Exercise instructions. Apart from the pictures, every entry must be retyped exactly.

Listed records.
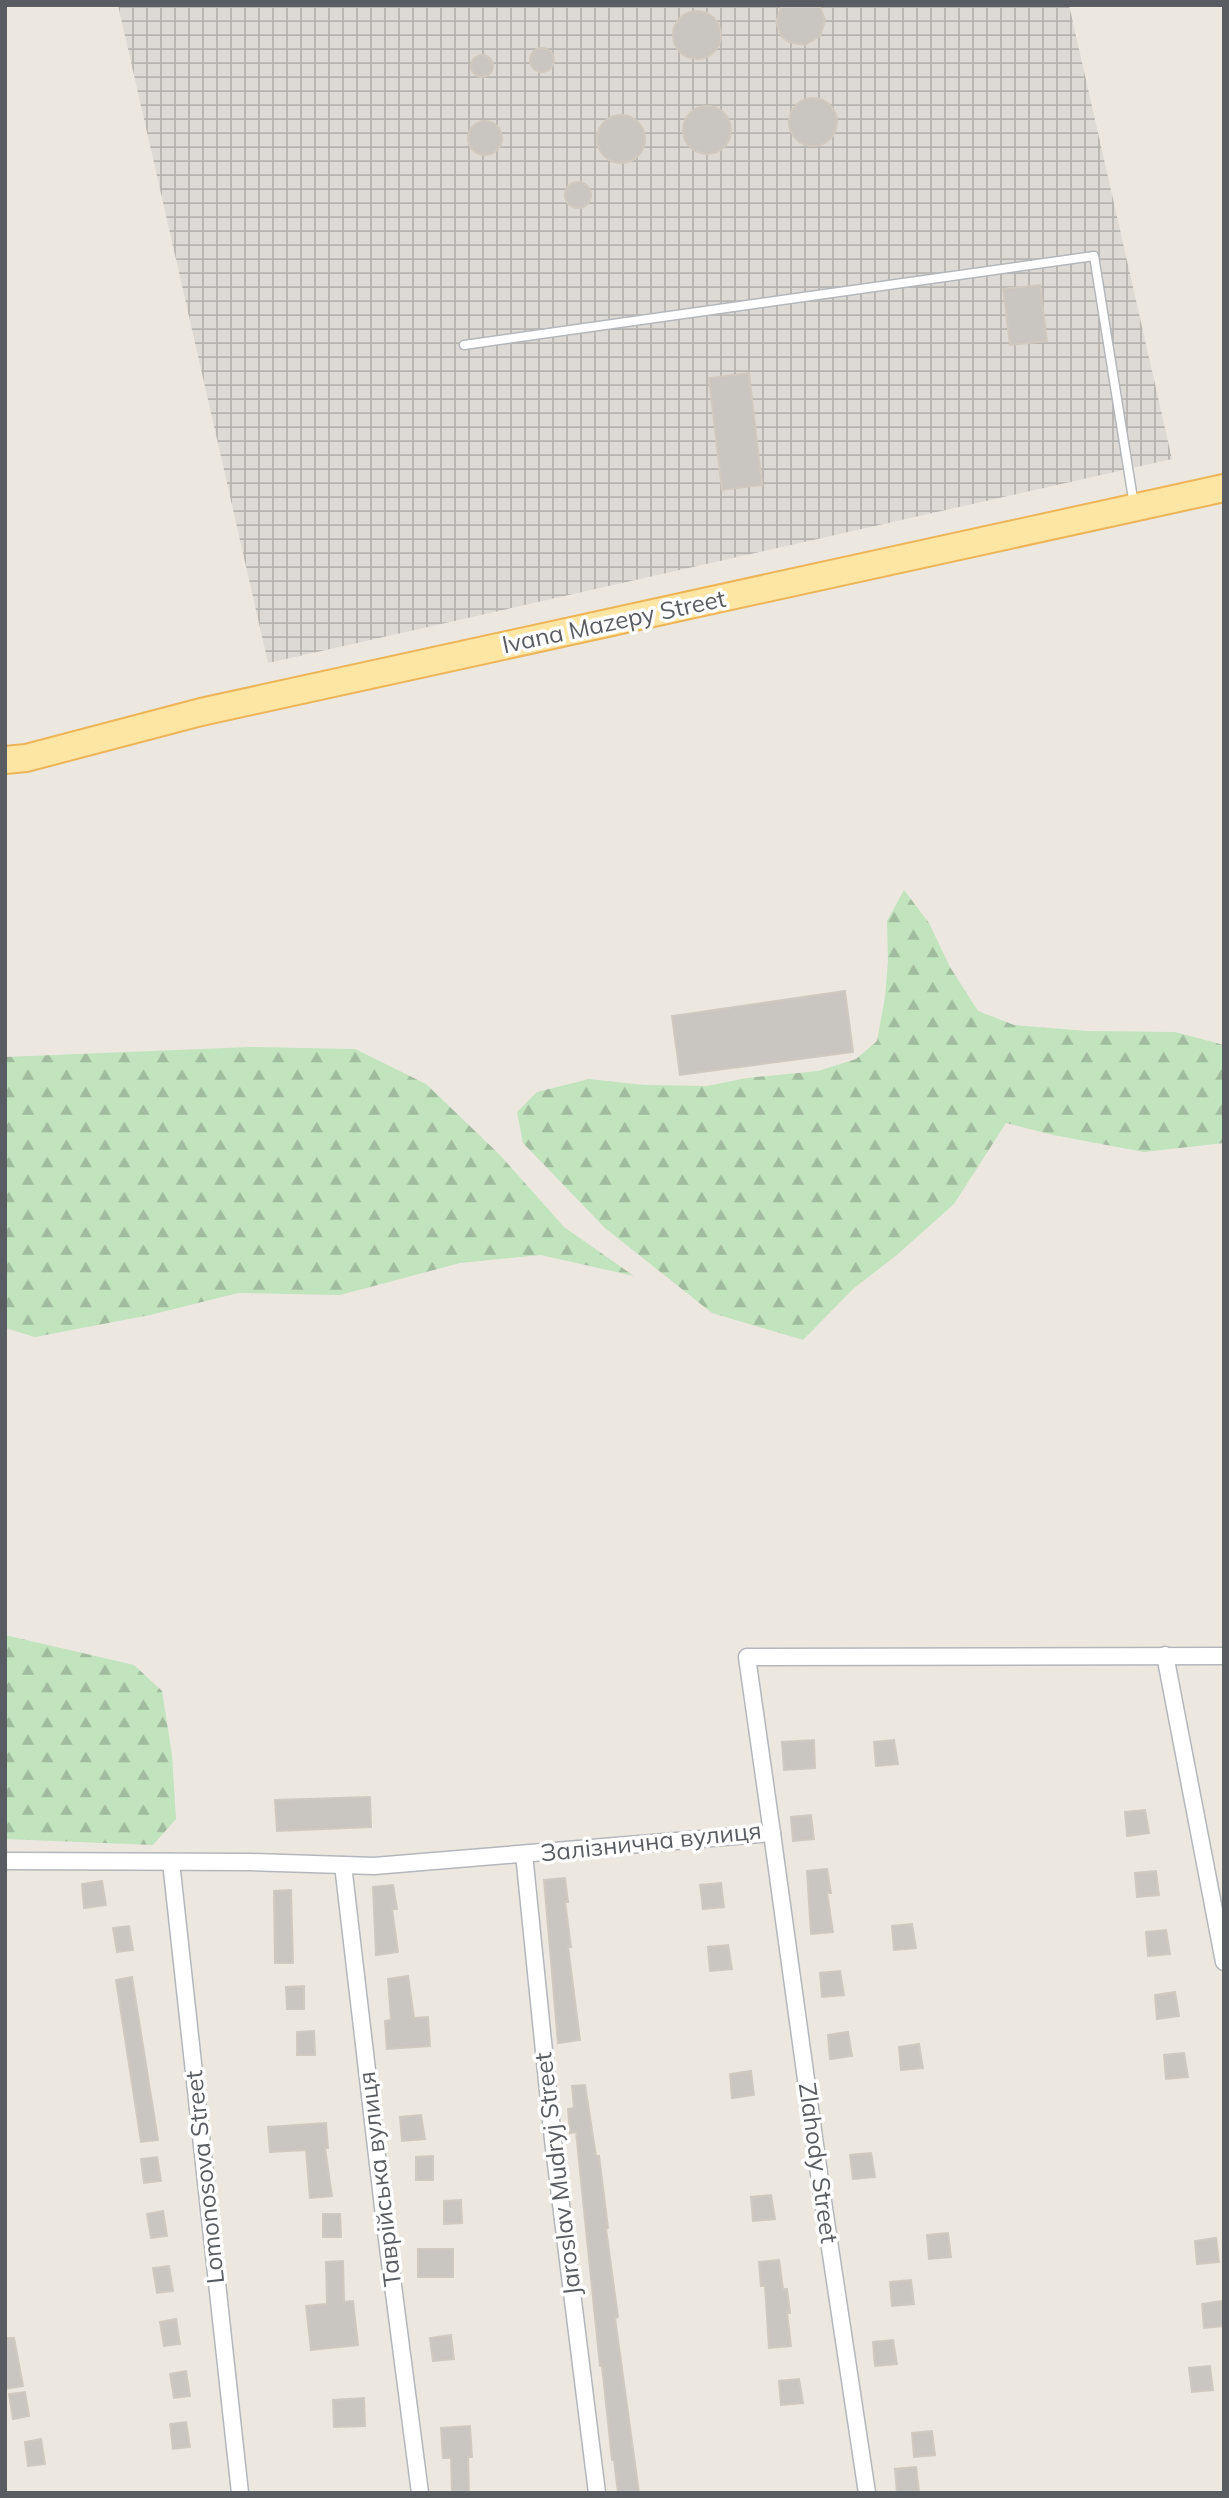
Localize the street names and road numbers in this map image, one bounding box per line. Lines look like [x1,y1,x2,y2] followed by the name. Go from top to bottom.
[499,583,728,659] street label: Ivana Mazepy Street
[539,1814,763,1868] street label: Залізнична вулиця
[527,2051,587,2297] street label: Jaroslav Mudryj Street
[178,2069,230,2285] street label: Lomonosova Street
[351,2070,407,2288] street label: Таврійська вулиця
[793,2081,845,2245] street label: Zlahody Street

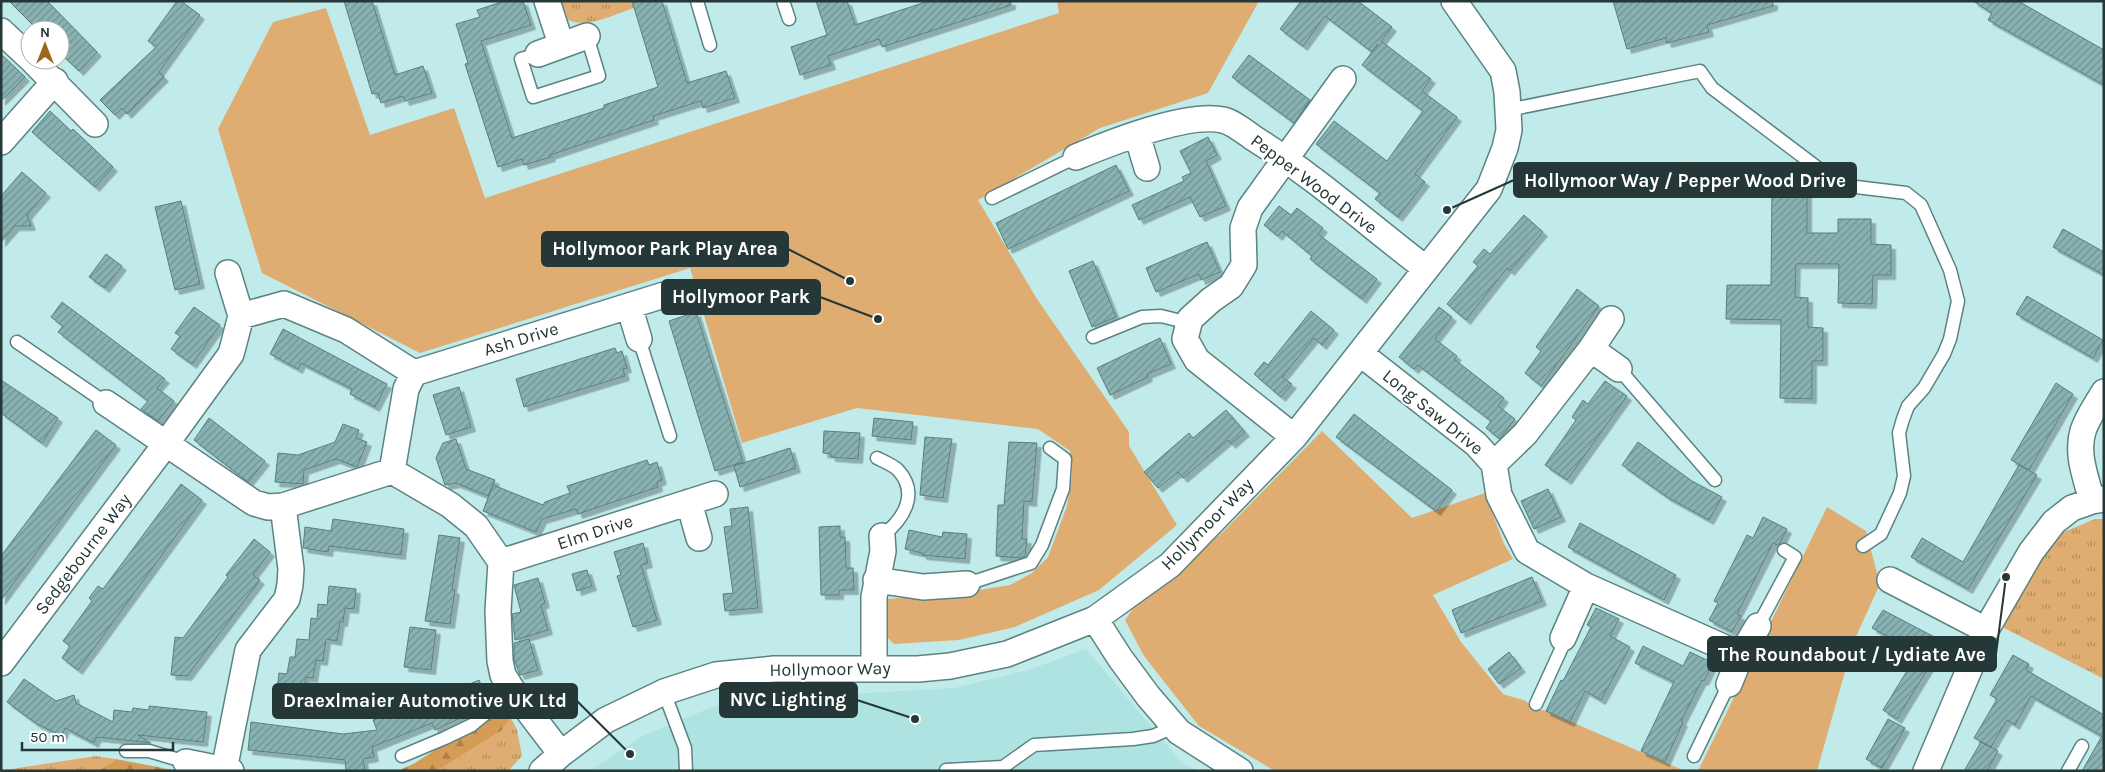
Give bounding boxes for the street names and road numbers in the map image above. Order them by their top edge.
street label: Pepper Wood Drive [1247,129,1381,239]
street label: Ash Drive [481,317,561,361]
street label: Long Saw Drive [1378,365,1488,459]
street label: Hollymoor Way [1156,473,1258,575]
street label: Sedgebourne Way [30,488,136,619]
street label: Elm Drive [554,509,636,555]
street label: Hollymoor Way [769,657,892,681]

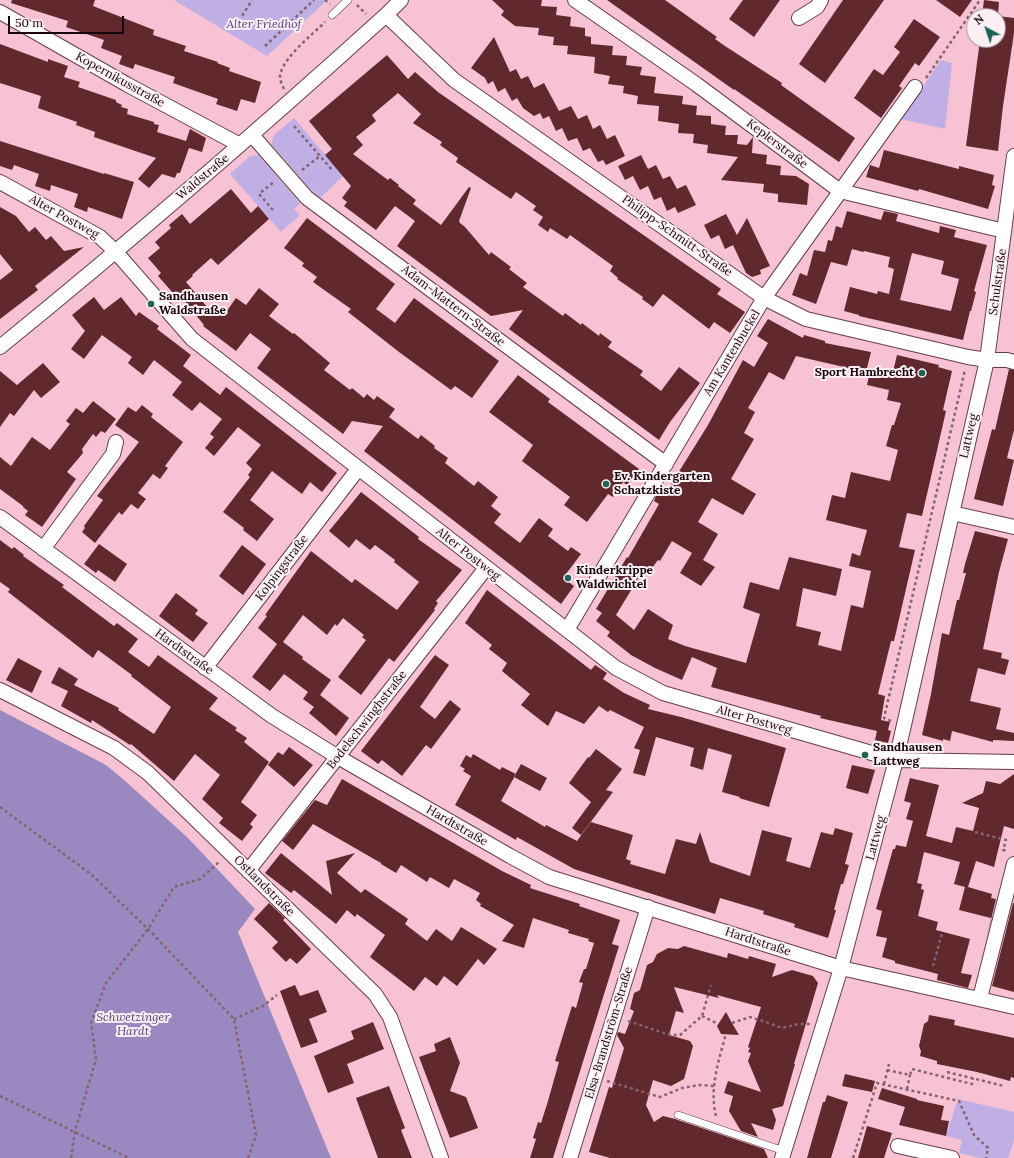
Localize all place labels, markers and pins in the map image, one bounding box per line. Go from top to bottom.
place label: Sandhausen Waldstraße [159,290,228,318]
marker: Sandhausen Waldstraße [146,299,156,309]
place label: Sport Hambrecht [815,366,914,380]
marker: Sport Hambrecht [917,368,927,378]
place label: Ev. Kindergarten Schatzkiste [614,470,710,498]
marker: Ev. Kindergarten Schatzkiste [601,479,611,489]
place label: Kinderkrippe Waldwichtel [576,564,653,592]
marker: Kinderkrippe Waldwichtel [563,573,573,583]
place label: Sandhausen Lattweg [873,741,942,769]
marker: Sandhausen Lattweg [860,750,870,760]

Exercise result.
Localize the street names and road numbers in this map image, one bounding box per line. Lines look like [x1,y1,x2,y2] followed by the name. Go from top to bottom.
[499,583,728,659] street label: Ivana Mazepy Street
[539,1814,763,1868] street label: Залізнична вулиця
[527,2051,587,2297] street label: Jaroslav Mudryj Street
[178,2069,230,2285] street label: Lomonosova Street
[351,2070,407,2288] street label: Таврійська вулиця
[793,2081,845,2245] street label: Zlahody Street

Give bounding boxes for the street names and road numbers in the map image above. Order them by their top edge.
street label: Pepper Wood Drive [1247,129,1381,239]
street label: Ash Drive [481,317,561,361]
street label: Long Saw Drive [1378,365,1488,459]
street label: Hollymoor Way [1156,473,1258,575]
street label: Sedgebourne Way [30,488,136,619]
street label: Elm Drive [554,509,636,555]
street label: Hollymoor Way [769,657,892,681]

Localize all place labels, markers and pins in the map image, one bounding box per line. Go from top to bottom.
place label: Sandhausen Waldstraße [159,290,228,318]
marker: Sandhausen Waldstraße [146,299,156,309]
place label: Sport Hambrecht [815,366,914,380]
marker: Sport Hambrecht [917,368,927,378]
place label: Ev. Kindergarten Schatzkiste [614,470,710,498]
marker: Ev. Kindergarten Schatzkiste [601,479,611,489]
place label: Kinderkrippe Waldwichtel [576,564,653,592]
marker: Kinderkrippe Waldwichtel [563,573,573,583]
place label: Sandhausen Lattweg [873,741,942,769]
marker: Sandhausen Lattweg [860,750,870,760]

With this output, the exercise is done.